Variantes de LPA, recaídas, e LPA em gravidez
Variantes moleculares raras de LPA: LPA PML::RARA positiva (92-95%): clássica, sensível a ATRA e ATO. LPA com variantes raras de RARA (5-8%):
- PLZF::RARA [t(11;17)(q23;q21)]: não responde a ATRA (co-repressor PLZF não é removido pelo ácido retinoico). Sensível a ATO? — evidência limitada. Sem aprovação de ATRA. Tratamento: quimio + alotransplante.
- NPM1::RARA, NUMA1::RARA, STAT5b::RARA: respostas variáveis a ATRA.
- ZBTB16 (=PLZF)::RARA: =PLZF, não responde a ATRA.
Sempre confirmar sensibilidade a ATRA: se morfologia LPA mas FISH/PCR para t(15;17)/PML::RARA negativo → buscar variantes raras de RARA.
LPA recaída — 2ª remissão: ATRA+ATO (se não usados em 1ª linha): ORR ~85%, mas ATRA+ATO já usado em 1ª linha → segundo ciclo ainda possível. ATO monoterapia pós-ATRA+quimio recaída: CR 80-90%. MRD negativa: pré-requisito para transplante. Transplante autólogo (ASCT) se MRD negativa: SLE 5 anos 50-80%. Transplante alogênico: em 3ª recaída ou MRD persistente pós-ATO. Gemtuzumabe em recaída: ativo, pode ser bridge ao transplante. Tamibarotene (retinóide de nova geração): estudos em recaída.
LPA em gravidez — situação especial: ATRA é teratogênico (categoria X) — contra-indicado no 1º trimestre. 1º trimestre com LPA: dilema grave — ATRA causa defeitos congênitos mas sem ATRA, risco de morte materna por coagulopatia. Opções: terminar a gestação (se <12 semanas) + iniciar ATRA imediatamente; ATO + quimio (ATO também contraindicado mas sem dados de 1º trimestre — risco menor que ATRA em alguns relatos). 2º-3º trimestre: ATRA permitido (teratogenicidade reduz após organogênese). Antranciclinas: podem ser usadas após 1º trimestre. Planejamento multidisciplinar: hematologista + obstetra especializado.
LPA e COVID-19: Estudos de caso durante a pandemia mostraram que infecção por SARS-CoV-2 em pacientes com LPA em indução pode piorar a síndrome de diferenciação — febre atribuída à COVID pode mascarar SD e atrasar o diagnóstico. Em centros com alta incidência de COVID, teste rápido no início do tratamento foi recomendado.
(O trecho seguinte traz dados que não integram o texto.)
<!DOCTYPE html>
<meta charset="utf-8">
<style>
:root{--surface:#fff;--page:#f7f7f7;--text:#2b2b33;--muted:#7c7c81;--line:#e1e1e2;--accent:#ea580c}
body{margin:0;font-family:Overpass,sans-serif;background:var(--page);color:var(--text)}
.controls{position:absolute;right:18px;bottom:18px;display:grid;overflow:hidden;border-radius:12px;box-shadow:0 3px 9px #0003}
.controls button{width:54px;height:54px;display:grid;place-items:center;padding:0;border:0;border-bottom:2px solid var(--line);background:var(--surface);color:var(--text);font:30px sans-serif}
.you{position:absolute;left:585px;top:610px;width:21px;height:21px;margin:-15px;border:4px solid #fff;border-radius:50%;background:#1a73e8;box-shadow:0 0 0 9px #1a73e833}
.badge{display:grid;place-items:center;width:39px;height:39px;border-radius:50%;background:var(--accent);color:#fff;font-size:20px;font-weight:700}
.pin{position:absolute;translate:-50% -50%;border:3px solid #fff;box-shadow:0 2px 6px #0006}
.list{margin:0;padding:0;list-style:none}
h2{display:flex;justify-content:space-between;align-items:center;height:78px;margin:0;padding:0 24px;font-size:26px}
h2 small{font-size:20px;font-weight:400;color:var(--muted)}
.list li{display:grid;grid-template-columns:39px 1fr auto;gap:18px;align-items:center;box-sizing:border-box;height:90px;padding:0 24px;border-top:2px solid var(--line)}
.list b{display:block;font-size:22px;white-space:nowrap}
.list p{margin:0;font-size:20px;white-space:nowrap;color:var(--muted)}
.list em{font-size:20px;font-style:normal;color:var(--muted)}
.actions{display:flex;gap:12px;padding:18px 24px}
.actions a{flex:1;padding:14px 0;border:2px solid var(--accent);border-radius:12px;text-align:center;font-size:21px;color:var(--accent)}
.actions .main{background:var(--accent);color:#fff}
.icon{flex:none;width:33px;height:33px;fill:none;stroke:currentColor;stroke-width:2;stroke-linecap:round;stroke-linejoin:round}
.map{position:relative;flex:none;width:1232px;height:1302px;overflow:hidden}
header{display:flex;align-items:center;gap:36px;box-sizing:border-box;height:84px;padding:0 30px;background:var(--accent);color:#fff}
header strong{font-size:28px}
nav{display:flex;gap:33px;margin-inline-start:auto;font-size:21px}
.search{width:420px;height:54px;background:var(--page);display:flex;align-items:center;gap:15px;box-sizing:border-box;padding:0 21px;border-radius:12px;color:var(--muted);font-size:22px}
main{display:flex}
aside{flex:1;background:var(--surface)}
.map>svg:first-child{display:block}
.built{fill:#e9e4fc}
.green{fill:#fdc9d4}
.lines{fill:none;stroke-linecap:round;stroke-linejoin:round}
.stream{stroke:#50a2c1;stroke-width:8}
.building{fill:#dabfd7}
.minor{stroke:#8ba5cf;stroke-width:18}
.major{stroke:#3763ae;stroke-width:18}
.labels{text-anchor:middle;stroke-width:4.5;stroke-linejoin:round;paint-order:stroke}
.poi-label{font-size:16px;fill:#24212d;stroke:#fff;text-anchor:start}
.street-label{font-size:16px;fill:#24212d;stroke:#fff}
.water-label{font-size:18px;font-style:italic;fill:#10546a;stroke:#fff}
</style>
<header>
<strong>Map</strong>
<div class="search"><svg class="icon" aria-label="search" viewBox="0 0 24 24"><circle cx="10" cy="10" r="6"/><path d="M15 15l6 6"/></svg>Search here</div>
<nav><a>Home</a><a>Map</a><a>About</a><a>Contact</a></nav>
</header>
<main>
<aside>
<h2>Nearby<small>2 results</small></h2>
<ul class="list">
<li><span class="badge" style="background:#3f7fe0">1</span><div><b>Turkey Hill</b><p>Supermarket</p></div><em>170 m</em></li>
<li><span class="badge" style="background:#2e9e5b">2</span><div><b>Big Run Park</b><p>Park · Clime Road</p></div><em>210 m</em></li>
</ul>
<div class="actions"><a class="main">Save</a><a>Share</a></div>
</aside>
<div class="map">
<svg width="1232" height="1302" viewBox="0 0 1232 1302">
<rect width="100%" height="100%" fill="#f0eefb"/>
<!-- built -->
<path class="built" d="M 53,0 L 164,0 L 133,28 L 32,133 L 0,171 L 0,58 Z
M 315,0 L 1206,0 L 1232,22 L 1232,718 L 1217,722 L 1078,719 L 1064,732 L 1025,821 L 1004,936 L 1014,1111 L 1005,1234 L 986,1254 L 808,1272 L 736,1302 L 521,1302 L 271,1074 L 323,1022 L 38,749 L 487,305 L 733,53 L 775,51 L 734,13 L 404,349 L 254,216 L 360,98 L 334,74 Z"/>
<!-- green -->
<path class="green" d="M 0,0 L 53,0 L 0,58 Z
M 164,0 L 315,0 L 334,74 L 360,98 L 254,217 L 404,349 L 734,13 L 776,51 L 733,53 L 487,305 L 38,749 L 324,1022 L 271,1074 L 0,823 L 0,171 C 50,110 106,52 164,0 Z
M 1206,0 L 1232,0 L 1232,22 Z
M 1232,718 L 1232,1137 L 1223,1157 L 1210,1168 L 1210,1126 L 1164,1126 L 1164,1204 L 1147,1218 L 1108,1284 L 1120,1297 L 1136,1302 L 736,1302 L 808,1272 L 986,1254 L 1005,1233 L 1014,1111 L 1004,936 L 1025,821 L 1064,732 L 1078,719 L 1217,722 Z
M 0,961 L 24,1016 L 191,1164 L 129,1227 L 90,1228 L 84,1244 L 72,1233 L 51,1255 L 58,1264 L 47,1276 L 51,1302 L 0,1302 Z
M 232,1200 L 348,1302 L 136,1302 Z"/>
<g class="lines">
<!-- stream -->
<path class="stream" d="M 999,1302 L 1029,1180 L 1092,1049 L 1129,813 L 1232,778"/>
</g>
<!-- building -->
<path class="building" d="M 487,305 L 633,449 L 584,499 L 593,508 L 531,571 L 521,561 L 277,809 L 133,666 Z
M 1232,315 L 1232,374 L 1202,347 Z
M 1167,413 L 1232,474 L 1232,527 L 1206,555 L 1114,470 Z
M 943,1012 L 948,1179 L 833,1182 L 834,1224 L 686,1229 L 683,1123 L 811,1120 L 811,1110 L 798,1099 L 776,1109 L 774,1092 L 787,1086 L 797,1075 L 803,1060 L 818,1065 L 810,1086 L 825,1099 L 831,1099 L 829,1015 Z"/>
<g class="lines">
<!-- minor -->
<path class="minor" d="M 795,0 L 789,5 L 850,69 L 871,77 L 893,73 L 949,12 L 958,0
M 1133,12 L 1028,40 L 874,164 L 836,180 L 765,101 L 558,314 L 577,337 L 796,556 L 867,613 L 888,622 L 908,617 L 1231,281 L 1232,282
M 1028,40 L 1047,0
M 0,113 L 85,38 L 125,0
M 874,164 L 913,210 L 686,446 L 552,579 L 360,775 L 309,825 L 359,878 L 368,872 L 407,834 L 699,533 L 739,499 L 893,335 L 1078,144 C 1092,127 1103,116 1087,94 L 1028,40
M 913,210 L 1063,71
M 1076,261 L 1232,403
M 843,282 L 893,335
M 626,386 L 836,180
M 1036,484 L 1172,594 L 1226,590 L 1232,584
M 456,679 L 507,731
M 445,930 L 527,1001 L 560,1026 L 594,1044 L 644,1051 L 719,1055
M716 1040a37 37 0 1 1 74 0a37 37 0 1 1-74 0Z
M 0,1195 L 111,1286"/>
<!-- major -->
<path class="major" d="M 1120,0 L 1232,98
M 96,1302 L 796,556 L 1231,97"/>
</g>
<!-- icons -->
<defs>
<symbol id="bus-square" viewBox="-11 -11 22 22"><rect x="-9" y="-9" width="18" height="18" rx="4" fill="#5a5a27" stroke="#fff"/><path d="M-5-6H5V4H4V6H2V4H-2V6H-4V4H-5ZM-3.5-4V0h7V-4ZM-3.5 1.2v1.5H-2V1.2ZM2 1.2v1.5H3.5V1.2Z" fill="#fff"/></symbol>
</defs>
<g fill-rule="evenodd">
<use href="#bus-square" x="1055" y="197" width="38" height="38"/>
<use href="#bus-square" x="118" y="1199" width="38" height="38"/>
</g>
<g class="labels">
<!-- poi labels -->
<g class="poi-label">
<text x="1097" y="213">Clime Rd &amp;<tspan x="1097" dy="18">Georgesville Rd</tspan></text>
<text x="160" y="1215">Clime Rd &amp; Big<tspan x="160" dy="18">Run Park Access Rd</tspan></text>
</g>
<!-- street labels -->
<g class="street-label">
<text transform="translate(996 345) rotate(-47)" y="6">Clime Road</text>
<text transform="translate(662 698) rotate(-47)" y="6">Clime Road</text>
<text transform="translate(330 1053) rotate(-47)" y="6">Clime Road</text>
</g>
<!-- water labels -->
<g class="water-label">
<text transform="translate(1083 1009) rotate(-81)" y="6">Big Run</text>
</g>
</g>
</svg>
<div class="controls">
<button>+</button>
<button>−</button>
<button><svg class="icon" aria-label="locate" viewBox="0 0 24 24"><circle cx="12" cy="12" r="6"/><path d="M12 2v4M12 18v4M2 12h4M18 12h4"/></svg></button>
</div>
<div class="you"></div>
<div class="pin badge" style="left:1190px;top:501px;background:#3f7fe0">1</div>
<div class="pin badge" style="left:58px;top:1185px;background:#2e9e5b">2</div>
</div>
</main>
Perspectivas: Tamibarotene (Am80): retinóide sintético de próxima geração com maior potência que ATRA e sem resistência da mesma forma. AML-002 (fase II) em LPA recaída/refratária: ORR 50%. Ácido retinoico + BET bromodomain inibidores (JQ1): sinergismo pré-clínico em LPA resistente. Regime de manutenção pós-APL0406: sem manutenção recomendada (contrário de AIDA) — pacientes com MRD negativa após consolidação são monitorizados sem tratar.